The strategic outline business case for the controversial care.data programme is yet to go to Treasury for approval and involves a spend of more than £50m.

A paper going to the Informatics Services Commissioning Group next week gives an update on the programme, which involves extracting a monthly set of identifiable data from GP practices, covering patient demographics referrals and prescriptions.

This will be stored in the ‘safe haven’ of the Health and Social Care Information Centre and linked with data from secondary care and other care sectors to create new Care Episode Statistics.

A report from the care.data programme board says the strategic outline case for the scheme has been developed and is with HSCIC subject matter experts for their review and comment.

It is due to be updated and distributed to programme board members for review in the middle of this month and will then go to the HSCIC corporate assurance panel and the ISCG for approval.

The final hurdle will be gaining Treasury approval for the programme spend, which is more than £50m.

The paper says the extractions will take place between March and May of this year in a phased roll-out.
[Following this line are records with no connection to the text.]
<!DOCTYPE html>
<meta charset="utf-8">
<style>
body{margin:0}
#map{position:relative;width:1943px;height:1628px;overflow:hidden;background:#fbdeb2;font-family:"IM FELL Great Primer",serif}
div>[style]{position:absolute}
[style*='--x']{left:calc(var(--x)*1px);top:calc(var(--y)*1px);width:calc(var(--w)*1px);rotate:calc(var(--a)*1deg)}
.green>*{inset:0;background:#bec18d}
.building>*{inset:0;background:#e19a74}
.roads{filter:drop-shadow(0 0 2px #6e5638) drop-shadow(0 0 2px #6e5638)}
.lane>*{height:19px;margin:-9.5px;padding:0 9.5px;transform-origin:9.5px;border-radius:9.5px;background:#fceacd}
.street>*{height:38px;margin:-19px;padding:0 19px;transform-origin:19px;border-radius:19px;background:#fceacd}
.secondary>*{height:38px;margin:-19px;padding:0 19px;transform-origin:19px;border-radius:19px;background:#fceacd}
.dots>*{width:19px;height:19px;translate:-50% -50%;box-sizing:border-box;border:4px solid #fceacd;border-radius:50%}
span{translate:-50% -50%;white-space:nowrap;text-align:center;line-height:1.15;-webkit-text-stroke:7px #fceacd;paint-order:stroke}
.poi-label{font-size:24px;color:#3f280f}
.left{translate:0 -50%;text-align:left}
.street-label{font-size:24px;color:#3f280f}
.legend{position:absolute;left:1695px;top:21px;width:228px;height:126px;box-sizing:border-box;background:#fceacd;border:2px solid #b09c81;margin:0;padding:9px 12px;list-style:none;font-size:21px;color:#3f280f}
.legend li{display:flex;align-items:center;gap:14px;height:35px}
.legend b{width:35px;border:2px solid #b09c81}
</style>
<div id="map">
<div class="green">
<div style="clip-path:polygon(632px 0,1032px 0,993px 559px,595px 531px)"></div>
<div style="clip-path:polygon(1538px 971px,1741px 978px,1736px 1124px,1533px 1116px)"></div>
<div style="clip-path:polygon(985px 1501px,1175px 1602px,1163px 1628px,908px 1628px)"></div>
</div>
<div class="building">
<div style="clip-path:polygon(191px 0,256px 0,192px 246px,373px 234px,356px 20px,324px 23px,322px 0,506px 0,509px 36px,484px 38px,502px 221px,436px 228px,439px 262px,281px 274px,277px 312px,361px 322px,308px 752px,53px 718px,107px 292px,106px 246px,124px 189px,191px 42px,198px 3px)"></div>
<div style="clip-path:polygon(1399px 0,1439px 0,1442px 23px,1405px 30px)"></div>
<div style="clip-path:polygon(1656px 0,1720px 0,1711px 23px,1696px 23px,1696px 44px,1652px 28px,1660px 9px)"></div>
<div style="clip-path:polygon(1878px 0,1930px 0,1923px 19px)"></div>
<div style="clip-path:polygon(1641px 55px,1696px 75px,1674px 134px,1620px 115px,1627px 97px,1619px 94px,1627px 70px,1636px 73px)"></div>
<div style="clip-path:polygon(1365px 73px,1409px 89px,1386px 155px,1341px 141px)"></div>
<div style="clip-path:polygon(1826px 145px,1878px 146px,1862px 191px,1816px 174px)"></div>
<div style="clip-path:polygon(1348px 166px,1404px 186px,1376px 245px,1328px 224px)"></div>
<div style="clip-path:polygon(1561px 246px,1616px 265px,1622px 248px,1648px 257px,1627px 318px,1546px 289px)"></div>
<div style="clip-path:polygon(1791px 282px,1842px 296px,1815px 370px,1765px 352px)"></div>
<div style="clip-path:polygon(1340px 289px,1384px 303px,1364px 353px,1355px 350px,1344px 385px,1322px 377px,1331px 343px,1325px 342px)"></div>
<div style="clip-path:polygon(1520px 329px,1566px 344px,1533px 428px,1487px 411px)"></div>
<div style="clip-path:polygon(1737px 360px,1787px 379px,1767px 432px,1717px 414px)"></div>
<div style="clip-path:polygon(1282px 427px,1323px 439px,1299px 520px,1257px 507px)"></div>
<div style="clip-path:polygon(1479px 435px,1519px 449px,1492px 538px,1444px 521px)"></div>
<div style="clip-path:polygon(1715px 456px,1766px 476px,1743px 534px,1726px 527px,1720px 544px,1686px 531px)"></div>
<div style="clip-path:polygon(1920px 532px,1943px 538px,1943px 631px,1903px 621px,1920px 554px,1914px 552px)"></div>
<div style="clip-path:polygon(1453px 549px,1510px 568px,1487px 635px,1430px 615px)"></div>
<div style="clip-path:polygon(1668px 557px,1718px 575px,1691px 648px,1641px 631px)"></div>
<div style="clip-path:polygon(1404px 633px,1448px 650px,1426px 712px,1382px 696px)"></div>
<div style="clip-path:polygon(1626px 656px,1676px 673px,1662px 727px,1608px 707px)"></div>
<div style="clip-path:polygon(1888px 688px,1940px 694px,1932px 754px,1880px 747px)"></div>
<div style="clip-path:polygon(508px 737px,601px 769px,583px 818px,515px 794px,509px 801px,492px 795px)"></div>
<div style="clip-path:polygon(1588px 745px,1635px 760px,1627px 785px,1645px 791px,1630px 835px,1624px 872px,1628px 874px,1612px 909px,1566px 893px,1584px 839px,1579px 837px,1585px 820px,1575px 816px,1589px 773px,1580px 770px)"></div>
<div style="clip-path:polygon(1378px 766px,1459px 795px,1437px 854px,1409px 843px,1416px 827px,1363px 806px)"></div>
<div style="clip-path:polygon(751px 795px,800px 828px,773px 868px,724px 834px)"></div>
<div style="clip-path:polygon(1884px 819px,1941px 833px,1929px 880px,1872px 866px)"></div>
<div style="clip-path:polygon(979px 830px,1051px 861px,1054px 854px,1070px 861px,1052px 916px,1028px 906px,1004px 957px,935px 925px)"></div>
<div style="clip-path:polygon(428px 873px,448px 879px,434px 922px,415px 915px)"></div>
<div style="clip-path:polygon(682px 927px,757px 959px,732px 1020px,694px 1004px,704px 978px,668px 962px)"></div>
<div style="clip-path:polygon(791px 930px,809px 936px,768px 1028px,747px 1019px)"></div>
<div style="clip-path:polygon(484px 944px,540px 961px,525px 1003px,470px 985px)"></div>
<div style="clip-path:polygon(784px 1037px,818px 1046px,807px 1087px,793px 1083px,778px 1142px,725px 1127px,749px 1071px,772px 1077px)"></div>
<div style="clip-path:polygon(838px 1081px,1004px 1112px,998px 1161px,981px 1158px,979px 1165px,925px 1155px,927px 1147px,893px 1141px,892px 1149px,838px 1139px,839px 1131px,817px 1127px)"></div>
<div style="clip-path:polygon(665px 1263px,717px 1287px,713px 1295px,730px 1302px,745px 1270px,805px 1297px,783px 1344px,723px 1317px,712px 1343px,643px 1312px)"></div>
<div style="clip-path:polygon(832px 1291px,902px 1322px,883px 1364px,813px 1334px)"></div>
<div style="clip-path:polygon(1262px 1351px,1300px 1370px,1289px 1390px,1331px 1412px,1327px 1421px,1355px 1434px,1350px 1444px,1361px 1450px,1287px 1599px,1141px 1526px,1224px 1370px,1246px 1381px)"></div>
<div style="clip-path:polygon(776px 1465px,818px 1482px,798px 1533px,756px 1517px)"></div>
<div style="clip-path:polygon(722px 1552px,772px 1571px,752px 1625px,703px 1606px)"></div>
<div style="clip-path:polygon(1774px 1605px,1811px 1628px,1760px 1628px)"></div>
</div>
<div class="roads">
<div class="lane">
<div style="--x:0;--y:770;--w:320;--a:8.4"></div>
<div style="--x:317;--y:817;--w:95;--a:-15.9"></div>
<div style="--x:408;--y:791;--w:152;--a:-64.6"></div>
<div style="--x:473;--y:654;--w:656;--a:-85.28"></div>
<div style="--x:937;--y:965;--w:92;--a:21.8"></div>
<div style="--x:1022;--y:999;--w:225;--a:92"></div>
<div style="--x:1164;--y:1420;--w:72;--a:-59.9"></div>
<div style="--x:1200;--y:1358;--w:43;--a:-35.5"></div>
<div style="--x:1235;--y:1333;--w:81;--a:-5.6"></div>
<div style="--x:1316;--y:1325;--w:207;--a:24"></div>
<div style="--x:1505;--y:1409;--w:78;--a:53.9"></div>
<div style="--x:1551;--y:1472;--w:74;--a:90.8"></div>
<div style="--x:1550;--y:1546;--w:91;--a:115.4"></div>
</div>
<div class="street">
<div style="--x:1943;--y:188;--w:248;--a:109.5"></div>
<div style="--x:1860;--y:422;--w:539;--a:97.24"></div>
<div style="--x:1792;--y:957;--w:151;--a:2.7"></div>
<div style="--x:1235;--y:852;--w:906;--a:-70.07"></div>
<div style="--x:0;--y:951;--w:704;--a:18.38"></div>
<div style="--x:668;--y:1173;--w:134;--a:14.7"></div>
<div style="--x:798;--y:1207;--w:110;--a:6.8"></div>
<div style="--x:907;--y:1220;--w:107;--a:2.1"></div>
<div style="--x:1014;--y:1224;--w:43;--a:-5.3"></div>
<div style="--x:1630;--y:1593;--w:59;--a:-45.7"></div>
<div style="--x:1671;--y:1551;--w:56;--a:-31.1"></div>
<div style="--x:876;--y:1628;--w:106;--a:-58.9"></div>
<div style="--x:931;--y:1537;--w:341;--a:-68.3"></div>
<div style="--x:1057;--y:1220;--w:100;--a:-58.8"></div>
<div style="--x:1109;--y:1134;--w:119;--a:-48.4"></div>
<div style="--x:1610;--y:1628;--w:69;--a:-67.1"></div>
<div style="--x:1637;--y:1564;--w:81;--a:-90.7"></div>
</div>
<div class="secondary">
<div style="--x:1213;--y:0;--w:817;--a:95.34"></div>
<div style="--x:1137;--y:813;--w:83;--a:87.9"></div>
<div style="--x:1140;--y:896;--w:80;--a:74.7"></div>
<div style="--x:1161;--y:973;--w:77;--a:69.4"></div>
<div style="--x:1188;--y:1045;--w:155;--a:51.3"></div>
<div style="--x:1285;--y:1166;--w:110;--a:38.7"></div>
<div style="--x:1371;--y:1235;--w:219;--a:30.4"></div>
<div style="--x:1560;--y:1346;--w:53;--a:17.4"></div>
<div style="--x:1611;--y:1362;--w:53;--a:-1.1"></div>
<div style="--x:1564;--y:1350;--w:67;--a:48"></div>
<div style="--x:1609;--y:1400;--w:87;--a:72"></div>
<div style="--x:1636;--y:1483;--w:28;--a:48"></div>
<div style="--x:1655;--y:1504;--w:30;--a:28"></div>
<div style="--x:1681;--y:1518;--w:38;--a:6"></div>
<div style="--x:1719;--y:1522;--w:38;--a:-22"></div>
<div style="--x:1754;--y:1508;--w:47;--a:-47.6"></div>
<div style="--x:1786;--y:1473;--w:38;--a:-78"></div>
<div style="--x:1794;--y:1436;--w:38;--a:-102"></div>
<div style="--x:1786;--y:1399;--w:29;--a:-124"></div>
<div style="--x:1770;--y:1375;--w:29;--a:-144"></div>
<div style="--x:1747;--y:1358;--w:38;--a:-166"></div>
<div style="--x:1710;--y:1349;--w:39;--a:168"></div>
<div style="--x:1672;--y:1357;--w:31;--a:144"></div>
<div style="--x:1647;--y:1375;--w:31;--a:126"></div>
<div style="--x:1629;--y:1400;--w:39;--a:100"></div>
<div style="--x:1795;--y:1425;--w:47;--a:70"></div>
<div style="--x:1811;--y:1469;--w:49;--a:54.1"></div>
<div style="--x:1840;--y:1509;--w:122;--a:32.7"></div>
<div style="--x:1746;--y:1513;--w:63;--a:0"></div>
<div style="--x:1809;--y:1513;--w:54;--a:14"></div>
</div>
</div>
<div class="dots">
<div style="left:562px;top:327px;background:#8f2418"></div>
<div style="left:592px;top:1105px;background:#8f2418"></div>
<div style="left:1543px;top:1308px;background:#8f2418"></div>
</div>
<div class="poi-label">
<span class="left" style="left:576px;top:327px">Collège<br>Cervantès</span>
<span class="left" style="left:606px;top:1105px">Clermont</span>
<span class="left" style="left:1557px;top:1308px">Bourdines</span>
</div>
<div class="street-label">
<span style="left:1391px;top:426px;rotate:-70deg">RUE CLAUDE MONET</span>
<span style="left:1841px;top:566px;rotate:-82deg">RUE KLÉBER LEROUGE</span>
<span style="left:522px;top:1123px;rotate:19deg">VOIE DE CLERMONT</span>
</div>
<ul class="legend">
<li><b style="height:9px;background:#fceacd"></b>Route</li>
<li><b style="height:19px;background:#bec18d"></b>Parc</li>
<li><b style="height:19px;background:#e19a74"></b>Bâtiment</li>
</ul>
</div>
“This phased approach over the three months extracts from 1% of GPs, then 10%, then 100% to enable quality checking and full testing of the process,” it explains.

Care.data hit the headlines this month with the start of a national leaflet drop informing patients about the data-sharing programme. Leaflets are due to go to every household over four weeks and a patient support line has been set-up, at a total cost of £2m.

A group of more than 40 UK medical research charities have also launched a campaign to support the initiative.

The leaflet drop was arranged in response to the concern of GPs, who as data controllers are responsible for informing patients when their identifiable information leaves the practice.

Patients are able to opt-out of the scheme by telling their GP who can add a Read code to their record, however privacy campaigners have complained that an opt-out form should have been included with the leaflet.

The HSCIC’s Independent Advisory Group last year approved NHS England’s request to extract the data and share this with commissioners in the NHS.

However, an additional request to make the CES data set available to a wider audience for a wider range of purposes was sent back last September with a series of recommendations. This request includes sharing non-identifying data with universities, commercial companies and health care charities.

One of the recommendations is that additional information is needed about which types of organisations would be eligible to receive the data and that applications to the HSCIC for disclosure of CES “should be subject to appropriate governance controls”.

“The IAG emphasised that publishing details of all organisations receiving CES data, and the specific purposes for which the data would be used, would be important to maintain public trust,” a report of the meeting says.

“It was suggested that insurance organisations would not be eligible to receive data, but it was pointed out that some organisations might provide healthcare services as well as insurance and that it could be difficult to manage this overlap.”.

NHS England’s revised customer request is due to go back to the IAG for approval in March.